Molti tesori archeologici devono ancora essere portati alla luce. E’ quanto stanno facendo storici dell’arte, architetti e archeologi, tra cui Bojan Taneski.

Assieme alla sua squadra ha scoperto delle terme romane risalenti alla fine del primo secolo a.C. Appartenevano a una ricca famiglia e contengono qualcosa di sorprendente.

Bojan Taneski, archeologo:
“Abbiamo scoperto un palazzo di epoca romana. Questa ne è una piccola parte, le terme. C‘è un bel mosaico composto di pietre bianche e nere. Lavoravo qui quando è stato scoperto e naturalmente c‘è stata tanta eccitazione perché è l’unico mosaico di questo tipo in Macedonia”

Nei secoli, la città divenne un centro di riferimento per la cultura bizantina e per la cristianità. Ospitò famosi eruditi, tra i quali San Naum e San Clemente che restò qui per tre decenni ed è ancora venerato dagli abitanti.

Adrijana Basoska, guida turistica:
“E’ il santo patrono, il santo protettore, redentore della città. Nelle sue braccia regge Ocrida e anche la sua università”.

E’ stata la prima università slava, fondata da San Clemente 1100 anni fa. Si pensa che fu lui a inventare l’alfabeto cirillico.

Adrijana Basoska, guida turistica:
“In questa università studiavano i migliori professori, i migliori vescovi e arcivescovi. Diffondevano il sapere, la cultura, il canto, l’arte slavi ovunque nei Balcani e anche in Europa”.

In base alla leggenda, a Ocrida e dintorni furono costruiti 365 chiese e monasteri, uno per ogni giorno dell’anno. Chiamata “la Gerusalemme dei Balcani”, la città era un importante arcivescovado.

Oggi molti degli antichi gioielli punteggiano ancora la città sul lago, tra questi la millenaria chiesa di Santa Sofia.

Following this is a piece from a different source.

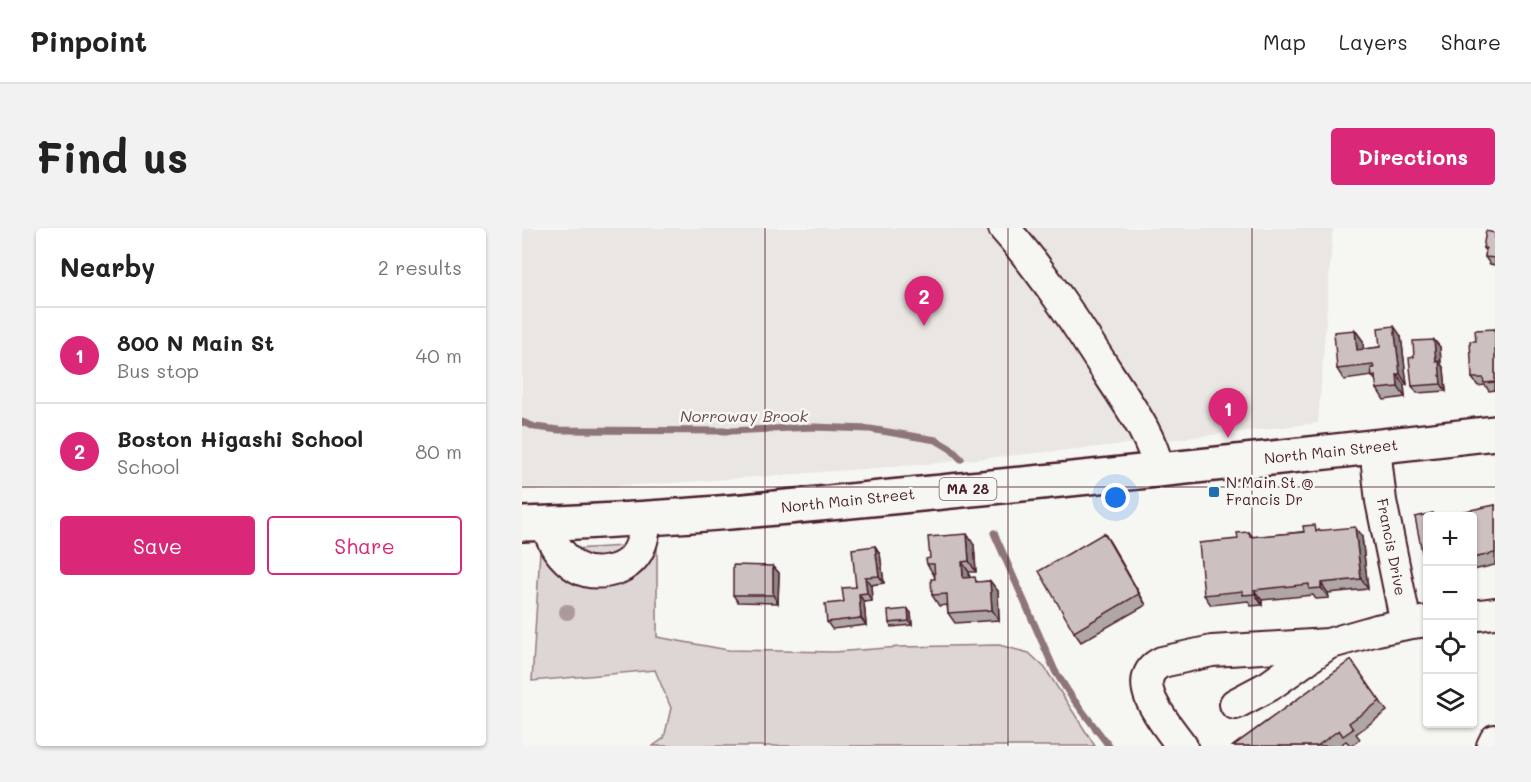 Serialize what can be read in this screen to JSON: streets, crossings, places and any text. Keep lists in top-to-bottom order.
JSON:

Milcho Georgievski, storico dell’arte:
“Era la chiesa principale nella quale si svolgevano le festività e gli eventi più importanti cristiano-ortodossi. Quando sono entrato in questa chiesa ho sentito l’odore dei secoli”.

Gli spettacolari affreschi di stile bizantino risalgono all’undicesimo secolo. I suoi autori si servivano di tecniche speciali per applicare i colori.

I restauratori come Vlado Mukovski fanno rivivere gli affreschi danneggiati.

Vlado Mukovski, centro nazionale di restauro:
“E’ noto che in quel periodo gli artisti usavano spessi strati di malta, per cui avevano più tempo per dipingere sulla malta umida. Perché dovevano finire prima che si asciugasse. E’ una bella sensazione finire di dipingere perché così abbiamo salvato un altro capolavoro per le generazioni future”.

Katharina Kaun, euronews:
“Lasciamo questo lago cristallino per dirigerci verso una campagna dall’aspetto mozzafiato. Nella prossima puntata di Macedonian Life visiteremo il canyon di Matka ed esploremo una caverna mistica. Andremo anche al lago Dorjan dove vedremo lo stile di vita tradizionale dei pescatori”.